Metadata-Version: 2.1
Name: GenPhylo
Version: 1.2.1
Summary: GenPhylo: An open-source Python module for simulating alignments along phylogenetic trees
Home-page: https://github.com/GenPhyloProject/GenPhylo
Author: Marta Casanellas, Martí Cortada Garcia, Adrià Diéguez Moscardó
Author-email: marta.casanellas@upc.edu
Classifier: Programming Language :: Python :: 3
Classifier: License :: OSI Approved :: GNU General Public License v3 (GPLv3)
Classifier: Operating System :: OS Independent
Requires-Python: >=3.6
Description-Content-Type: text/markdown
License-File: LICENSE.txt

# GenPhylo: Generating heterogeneous data on gene trees

### Authors: Marta Casanellas, Martí Cortada, Adrià Diéguez

---

We introduce **GenPhylo**, an open-source Python module for simulating genetic data along a phylogeny avoiding the restriction of continuous-time Markov processes. **GenPhylo** uses directly a general Markov model and therefore naturally incorporates heterogeneity across lineages.

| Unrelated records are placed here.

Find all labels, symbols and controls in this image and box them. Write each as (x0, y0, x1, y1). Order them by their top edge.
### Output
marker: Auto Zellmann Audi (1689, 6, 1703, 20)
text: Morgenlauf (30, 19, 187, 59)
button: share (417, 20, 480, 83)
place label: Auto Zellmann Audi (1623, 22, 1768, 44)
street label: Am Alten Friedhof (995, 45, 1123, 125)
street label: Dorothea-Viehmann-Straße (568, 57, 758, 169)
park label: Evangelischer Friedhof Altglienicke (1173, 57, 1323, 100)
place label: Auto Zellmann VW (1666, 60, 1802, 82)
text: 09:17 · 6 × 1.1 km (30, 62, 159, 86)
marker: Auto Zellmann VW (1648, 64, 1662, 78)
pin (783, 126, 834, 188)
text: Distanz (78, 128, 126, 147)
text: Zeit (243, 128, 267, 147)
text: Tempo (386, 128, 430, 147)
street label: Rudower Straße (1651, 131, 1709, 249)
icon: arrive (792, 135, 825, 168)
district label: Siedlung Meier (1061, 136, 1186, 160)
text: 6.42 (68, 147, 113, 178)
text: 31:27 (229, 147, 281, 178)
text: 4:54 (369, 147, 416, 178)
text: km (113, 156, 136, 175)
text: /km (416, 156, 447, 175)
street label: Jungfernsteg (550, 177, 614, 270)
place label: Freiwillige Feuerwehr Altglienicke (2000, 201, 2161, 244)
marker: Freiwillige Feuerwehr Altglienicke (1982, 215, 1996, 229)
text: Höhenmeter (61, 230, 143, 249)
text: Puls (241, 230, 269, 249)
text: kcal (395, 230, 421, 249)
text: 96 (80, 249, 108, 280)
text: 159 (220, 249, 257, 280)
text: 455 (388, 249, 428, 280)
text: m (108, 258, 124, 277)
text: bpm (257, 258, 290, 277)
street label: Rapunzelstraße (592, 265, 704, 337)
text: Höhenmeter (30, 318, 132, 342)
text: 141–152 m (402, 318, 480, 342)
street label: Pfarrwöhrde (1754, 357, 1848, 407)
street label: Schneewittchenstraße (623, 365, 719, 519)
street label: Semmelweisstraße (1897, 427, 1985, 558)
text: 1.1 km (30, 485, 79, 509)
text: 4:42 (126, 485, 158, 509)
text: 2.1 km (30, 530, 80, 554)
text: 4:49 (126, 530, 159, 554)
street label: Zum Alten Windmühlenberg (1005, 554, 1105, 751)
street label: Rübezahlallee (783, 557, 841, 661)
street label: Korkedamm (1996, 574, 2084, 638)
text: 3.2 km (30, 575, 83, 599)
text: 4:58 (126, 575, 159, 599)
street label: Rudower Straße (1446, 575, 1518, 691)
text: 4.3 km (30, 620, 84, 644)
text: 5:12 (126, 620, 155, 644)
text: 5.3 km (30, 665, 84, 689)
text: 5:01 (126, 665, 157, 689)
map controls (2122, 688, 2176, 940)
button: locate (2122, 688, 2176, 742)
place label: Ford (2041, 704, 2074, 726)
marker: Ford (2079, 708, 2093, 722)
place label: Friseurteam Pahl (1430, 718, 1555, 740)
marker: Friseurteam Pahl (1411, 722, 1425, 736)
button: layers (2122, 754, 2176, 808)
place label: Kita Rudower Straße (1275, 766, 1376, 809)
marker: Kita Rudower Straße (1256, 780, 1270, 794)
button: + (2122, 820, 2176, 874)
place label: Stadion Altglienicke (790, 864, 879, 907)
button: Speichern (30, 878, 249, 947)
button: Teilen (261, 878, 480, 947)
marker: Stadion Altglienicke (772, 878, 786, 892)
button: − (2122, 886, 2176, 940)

The module has been developed in Python3 and provides an algorithm that can be incorporated in other simulation software.

---

### **Installation and requirements**

Current version of **GenPhylo** is 1.2.1. You can install the package using pip

```diff
pip install GenPhylo
```
**GenPhylo** has several dependencies, please ensure you run

```diff
pip install -r requirements.txt
```
---

### **Using GenPhylo**

Given a tree topology, the branch lengths and the alignment lengths, **GenPhylo** generates GMM parameters and the corresponding alignments, saved in separated output files. The package includes different options for generating the alignments, such as get_N_alignments(), which generates N alignments of fixed length, or get_alignments_by_lengths(), which generates alignments of different lengths.

Below we provide examples of how to use both functions.

**get_N_alignments()**

```python
# Import GenPhylo package
from GenPhylo.utils.alignments_generation import *

tree = 'tree.txt'       # path of your Newick file
L = 1000                # Alignment length
N = 50                  # Number of alignments
root_distr = 'random'   # root distribution (can also be specified by the user, e.g. root_distr = [0.22, 0.24, 0.28, 0.26])
name = 'experiment1'    # output name

# Calling the function that generates the N alignments
get_N_alignments(tree, L, N, root_distr, name)
```
**get_alignments_by_lengths()**

```python
# Import GenPhylo package
from GenPhylo.utils.alignments_generation import *

tree = 'tree.txt'               # path of your Newick file
lengths = [500, 1000, 10000]    # list of alignment lengths
root_distr = 'random'           # root distribution (can also be specified by the user, e.g. root_distr = [0.22, 0.24, 0.28, 0.26])
name = 'experiment2'            # output name

# Calling the function that generates the alignments given the lengths
get_alignments_by_lengths(tree, lengths, root_distr, name)
```
In each case, the outputs (a .txt file with the transition matrices and a .tar with the .FASTA files corresponding to the simulated alignments) are named using the `experiment_name`  parameter and are saved in a directory called `output_files` (if the folder does not already exist, the package will automatically create it).

Additionally, the repository includes an example of the `output_files` directory, as well as an example of the `tree.txt` file for reference. This repository also includes the file `IQ-TREE_analysis.pdf` that describes how we verified the precision of our alignments simulator by using the phylogenetic software **IQ-TREE**.

---

### **CLI implementation**
Within the `cli_app` directory of this repository, we provide a command-line interface (CLI) implementation of the **GenPhylo** package. This allows you to execute **GenPhylo** directly from the terminal without requiring package installation. For detailed instructions on how to run **GenPhylo** via the CLI, please refer to the `README.md` file located in the `cli_app` folder.

---
### **Contributing and Citation**
If you encounter any bugs or have questions, please submit them under the Issues tab at: https://github.com/GenPhyloProject/GenPhylo/issues.

If you use our code, either for your experiments or to develop future research, please cite it:
```
@misc{GenPhylo,
  author       = {Cortada, Martí and Diéguez, Adrià and Casanellas, Marta},
  title        = {{GenPhylo project repository}},
  year         = {2024},
  url          = {https://github.com/GenPhyloProject/GenPhylo},
  note         = {GitHub repository}
}
```
---
### **License**
⚙️ This software is developed under the GNU General Public License v3.